Exercise instructions
Copy each line below in which the string "Jack" occurs.

Records for this exercise
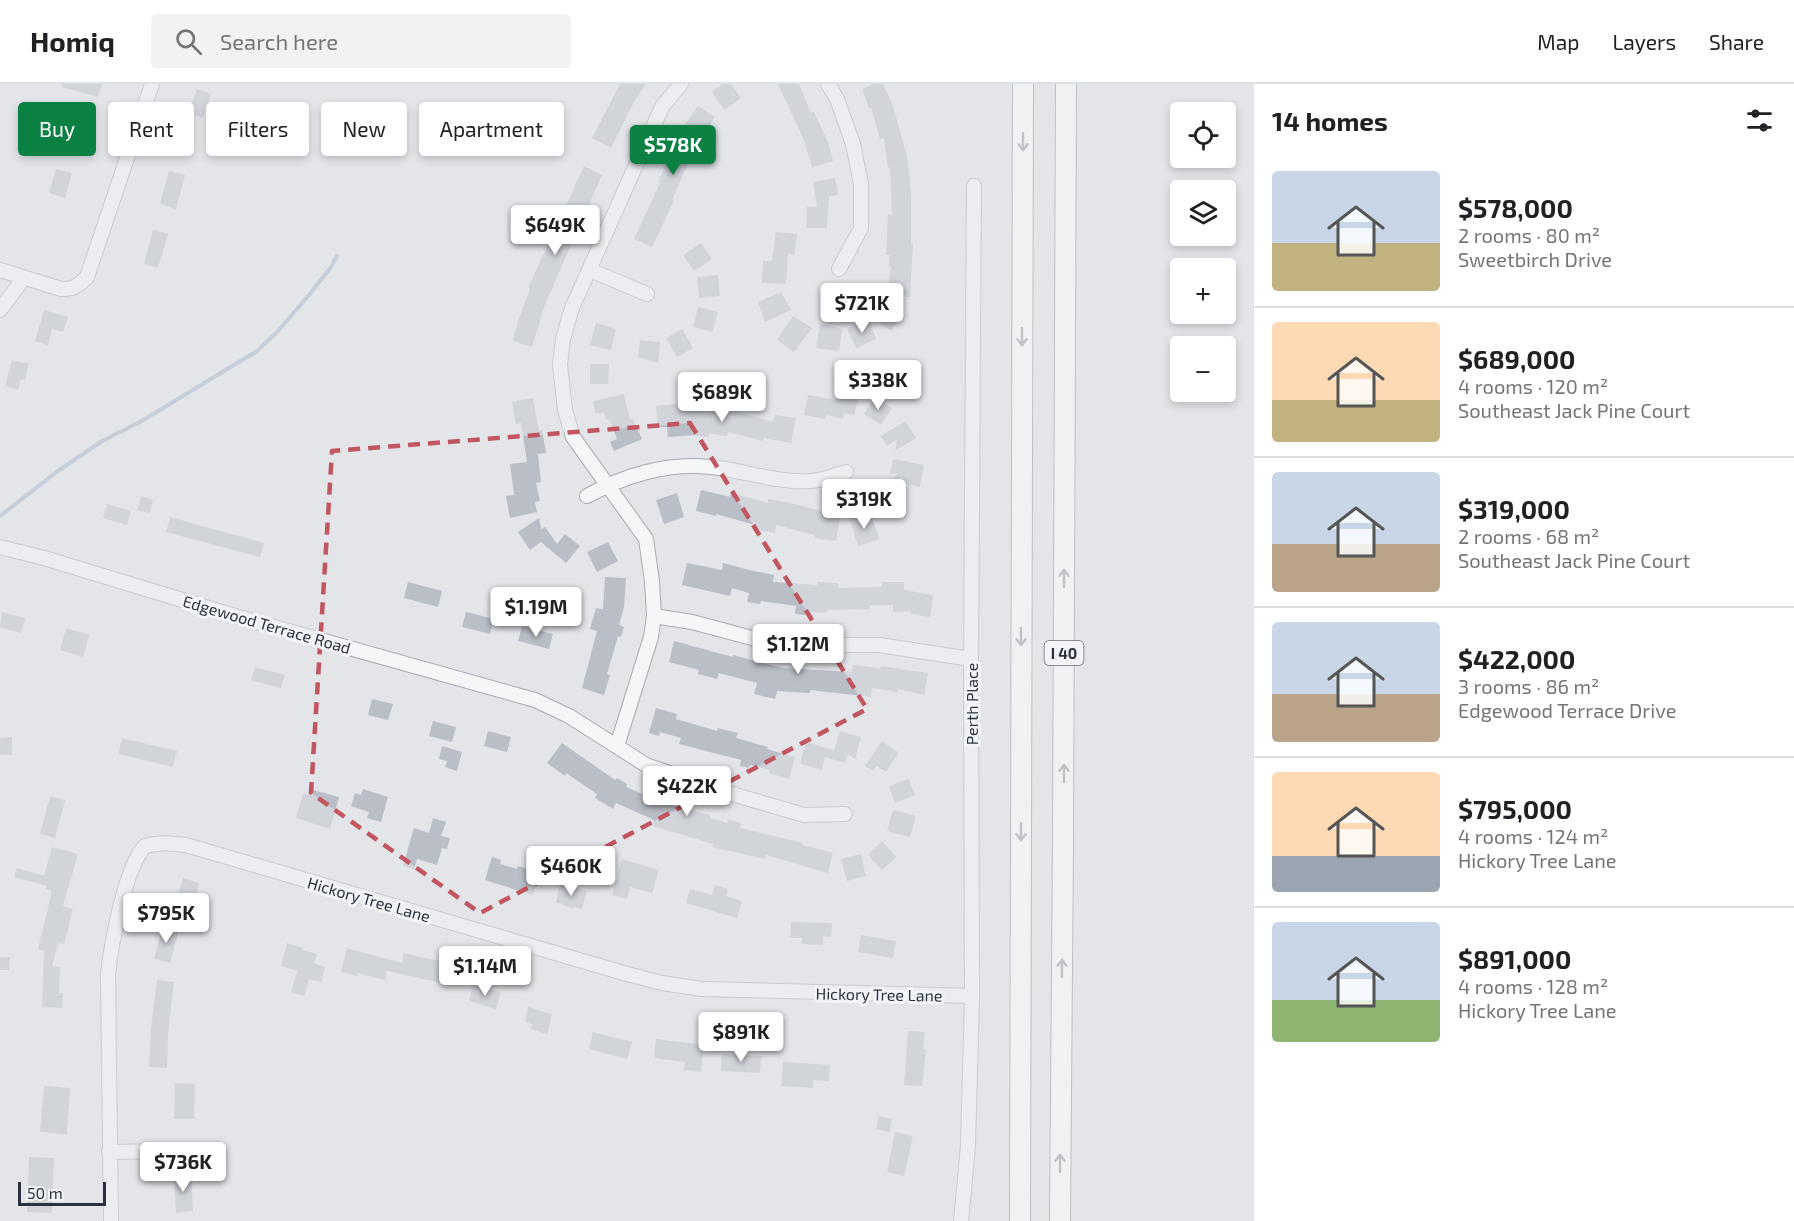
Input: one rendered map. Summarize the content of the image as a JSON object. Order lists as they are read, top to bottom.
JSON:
{
  "streets": {
    "highway": ["I 40"],
    "street": ["Edgewood Terrace Road", "Perth Place", "Hickory Tree Lane"]
  },
  "crossings": [
    ["Perth Place", "Hickory Tree Lane"]
  ],
  "scale_bar": "50 m",
  "page": {
    "header": "Homiq",
    "search": "Search here",
    "nav": ["Map", "Layers", "Share"],
    "heading": "14 homes",
    "map_buttons": ["+", "−"],
    "chip": [
      "Buy",
      "Rent",
      "Filters",
      "New",
      "Apartment"
    ],
    "price": [
      "$578K",
      "$649K",
      "$721K",
      "$338K",
      "$689K",
      "$319K",
      "$1.19M",
      "$1.12M",
      "$422K",
      "$460K",
      "$795K",
      "$1.14M",
      "$891K",
      "$736K"
    ],
    "list": [
      {
        "name": "$578,000",
        "note": "2 rooms · 80 m² · Sweetbirch Drive"
      },
      {
        "name": "$689,000",
        "note": "4 rooms · 120 m² · Southeast Jack Pine Court"
      },
      {
        "name": "$319,000",
        "note": "2 rooms · 68 m² · Southeast Jack Pine Court"
      },
      {
        "name": "$422,000",
        "note": "3 rooms · 86 m² · Edgewood Terrace Drive"
      },
      {
        "name": "$795,000",
        "note": "4 rooms · 124 m² · Hickory Tree Lane"
      },
      {
        "name": "$891,000",
        "note": "4 rooms · 128 m² · Hickory Tree Lane"
      }
    ],
    "scale": "50 m"
  }
}
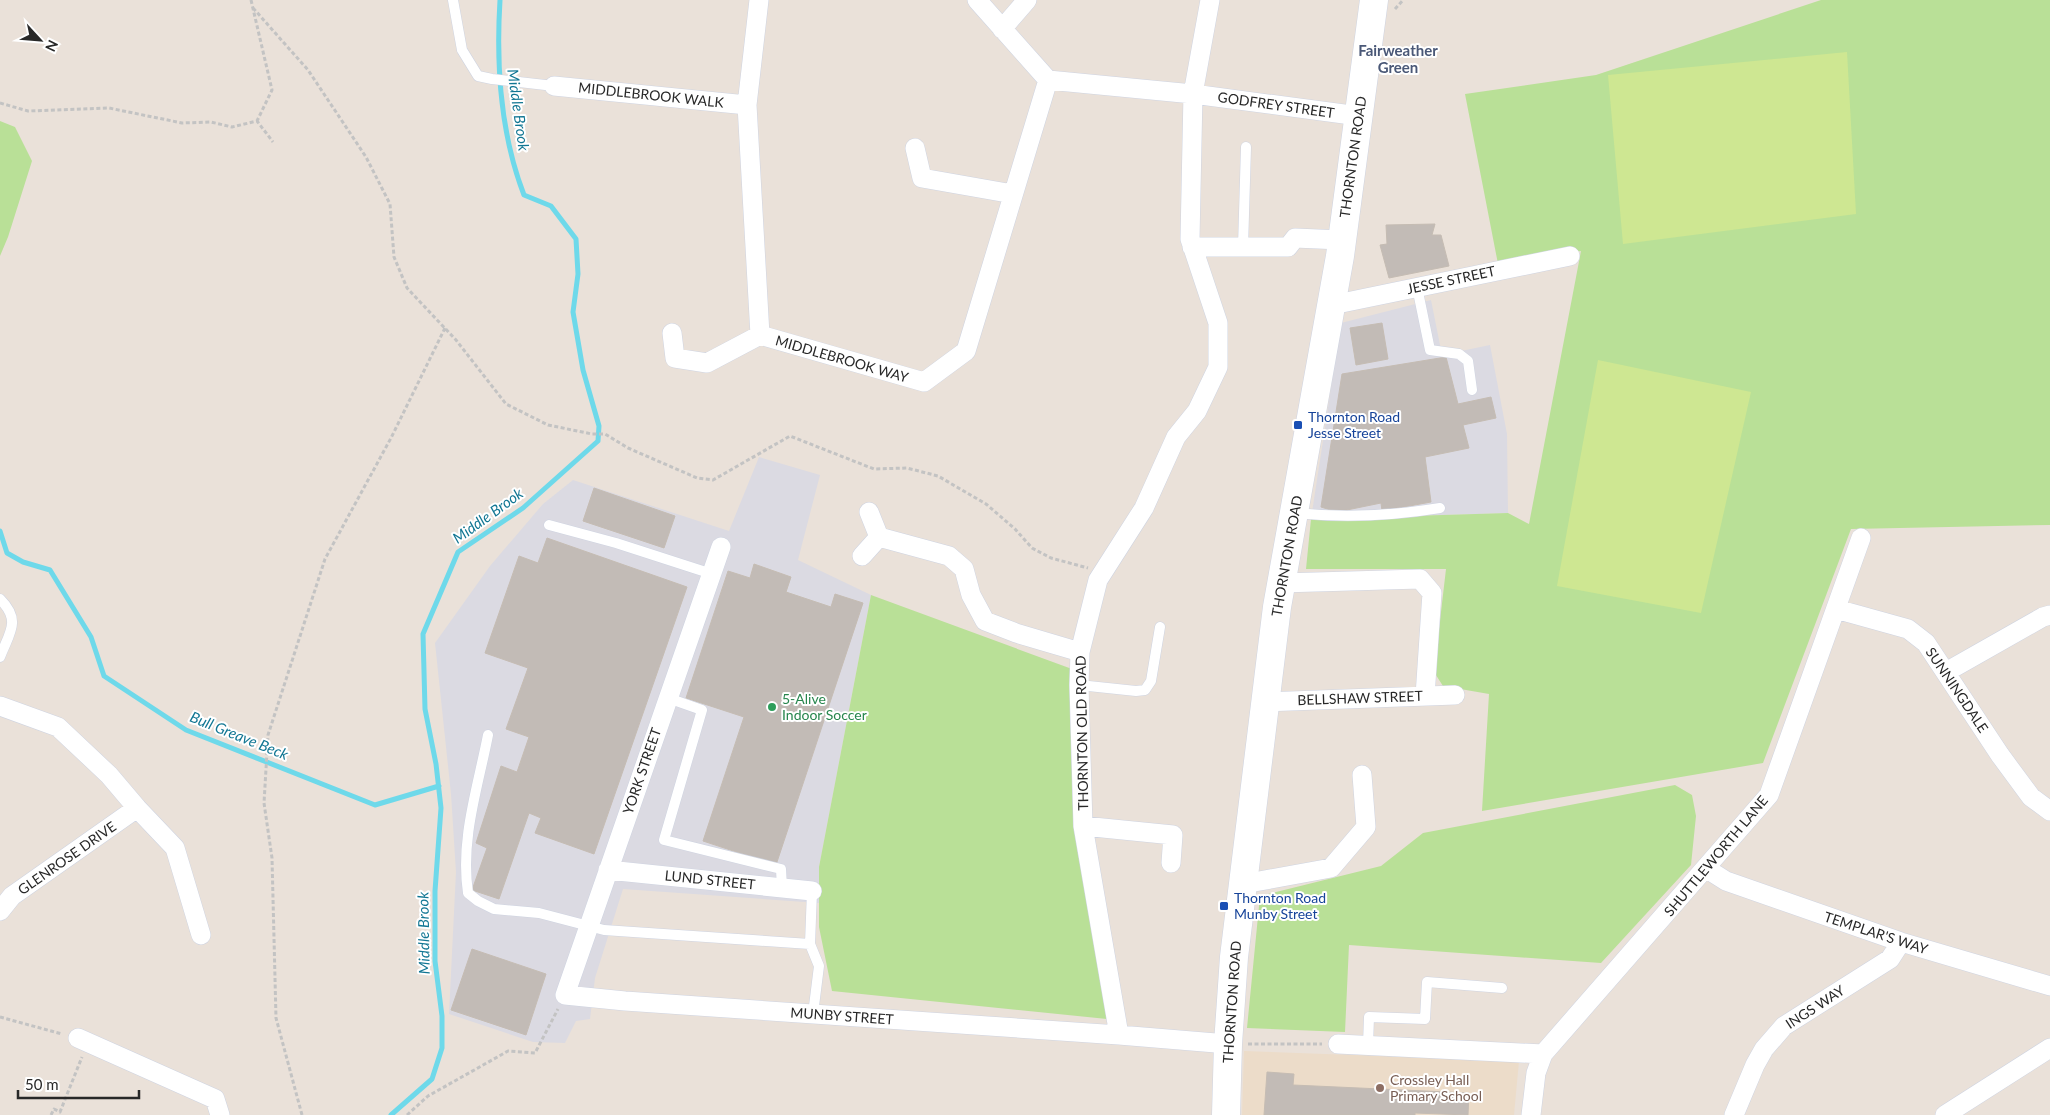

Result of the exercise
        "note": "4 rooms · 120 m² · Southeast Jack Pine Court"
        "note": "2 rooms · 68 m² · Southeast Jack Pine Court"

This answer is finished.